Stored data:
== == ==
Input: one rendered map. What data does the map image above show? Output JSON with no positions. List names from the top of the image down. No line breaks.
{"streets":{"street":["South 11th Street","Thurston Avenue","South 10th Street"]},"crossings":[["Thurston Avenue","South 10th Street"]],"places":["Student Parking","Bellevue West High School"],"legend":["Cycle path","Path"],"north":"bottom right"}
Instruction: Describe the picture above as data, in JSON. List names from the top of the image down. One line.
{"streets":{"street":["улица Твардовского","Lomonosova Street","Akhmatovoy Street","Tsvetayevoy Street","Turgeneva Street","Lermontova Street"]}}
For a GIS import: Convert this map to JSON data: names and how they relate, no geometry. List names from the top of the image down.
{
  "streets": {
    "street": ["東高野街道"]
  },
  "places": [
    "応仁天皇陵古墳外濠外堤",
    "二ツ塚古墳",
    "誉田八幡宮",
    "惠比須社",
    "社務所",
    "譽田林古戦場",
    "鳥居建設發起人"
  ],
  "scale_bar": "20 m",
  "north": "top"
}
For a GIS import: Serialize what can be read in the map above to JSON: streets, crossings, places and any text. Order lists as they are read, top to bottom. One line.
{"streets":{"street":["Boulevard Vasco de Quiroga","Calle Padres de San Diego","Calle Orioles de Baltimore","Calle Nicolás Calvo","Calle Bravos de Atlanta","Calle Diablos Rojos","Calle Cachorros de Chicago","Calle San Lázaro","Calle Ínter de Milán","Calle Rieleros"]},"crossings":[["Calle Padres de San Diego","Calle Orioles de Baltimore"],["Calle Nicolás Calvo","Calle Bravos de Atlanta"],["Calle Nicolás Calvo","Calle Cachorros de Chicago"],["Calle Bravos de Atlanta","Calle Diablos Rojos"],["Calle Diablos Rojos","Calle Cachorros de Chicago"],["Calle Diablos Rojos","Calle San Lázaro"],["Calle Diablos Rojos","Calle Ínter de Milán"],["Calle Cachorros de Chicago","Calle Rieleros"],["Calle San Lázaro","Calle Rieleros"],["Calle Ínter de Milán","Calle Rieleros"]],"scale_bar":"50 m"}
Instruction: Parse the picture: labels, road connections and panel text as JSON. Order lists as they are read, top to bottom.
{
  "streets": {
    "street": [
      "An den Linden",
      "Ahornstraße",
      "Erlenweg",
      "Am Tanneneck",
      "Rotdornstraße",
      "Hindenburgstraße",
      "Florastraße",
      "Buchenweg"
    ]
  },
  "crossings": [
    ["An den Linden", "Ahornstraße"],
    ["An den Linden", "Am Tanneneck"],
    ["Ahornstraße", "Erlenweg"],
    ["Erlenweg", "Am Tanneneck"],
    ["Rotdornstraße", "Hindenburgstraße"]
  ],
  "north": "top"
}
== == ==
Give back the data above word for word.

#### Answer space:
Input: one rendered map. What data does the map image above show? Output JSON with no positions. List names from the top of the image down. No line breaks.
{"streets":{"street":["South 11th Street","Thurston Avenue","South 10th Street"]},"crossings":[["Thurston Avenue","South 10th Street"]],"places":["Student Parking","Bellevue West High School"],"legend":["Cycle path","Path"],"north":"bottom right"}
Instruction: Describe the picture above as data, in JSON. List names from the top of the image down. One line.
{"streets":{"street":["улица Твардовского","Lomonosova Street","Akhmatovoy Street","Tsvetayevoy Street","Turgeneva Street","Lermontova Street"]}}
For a GIS import: Convert this map to JSON data: names and how they relate, no geometry. List names from the top of the image down.
{
  "streets": {
    "street": ["東高野街道"]
  },
  "places": [
    "応仁天皇陵古墳外濠外堤",
    "二ツ塚古墳",
    "誉田八幡宮",
    "惠比須社",
    "社務所",
    "譽田林古戦場",
    "鳥居建設發起人"
  ],
  "scale_bar": "20 m",
  "north": "top"
}
For a GIS import: Serialize what can be read in the map above to JSON: streets, crossings, places and any text. Order lists as they are read, top to bottom. One line.
{"streets":{"street":["Boulevard Vasco de Quiroga","Calle Padres de San Diego","Calle Orioles de Baltimore","Calle Nicolás Calvo","Calle Bravos de Atlanta","Calle Diablos Rojos","Calle Cachorros de Chicago","Calle San Lázaro","Calle Ínter de Milán","Calle Rieleros"]},"crossings":[["Calle Padres de San Diego","Calle Orioles de Baltimore"],["Calle Nicolás Calvo","Calle Bravos de Atlanta"],["Calle Nicolás Calvo","Calle Cachorros de Chicago"],["Calle Bravos de Atlanta","Calle Diablos Rojos"],["Calle Diablos Rojos","Calle Cachorros de Chicago"],["Calle Diablos Rojos","Calle San Lázaro"],["Calle Diablos Rojos","Calle Ínter de Milán"],["Calle Cachorros de Chicago","Calle Rieleros"],["Calle San Lázaro","Calle Rieleros"],["Calle Ínter de Milán","Calle Rieleros"]],"scale_bar":"50 m"}
Instruction: Parse the picture: labels, road connections and panel text as JSON. Order lists as they are read, top to bottom.
{
  "streets": {
    "street": [
      "An den Linden",
      "Ahornstraße",
      "Erlenweg",
      "Am Tanneneck",
      "Rotdornstraße",
      "Hindenburgstraße",
      "Florastraße",
      "Buchenweg"
    ]
  },
  "crossings": [
    ["An den Linden", "Ahornstraße"],
    ["An den Linden", "Am Tanneneck"],
    ["Ahornstraße", "Erlenweg"],
    ["Erlenweg", "Am Tanneneck"],
    ["Rotdornstraße", "Hindenburgstraße"]
  ],
  "north": "top"
}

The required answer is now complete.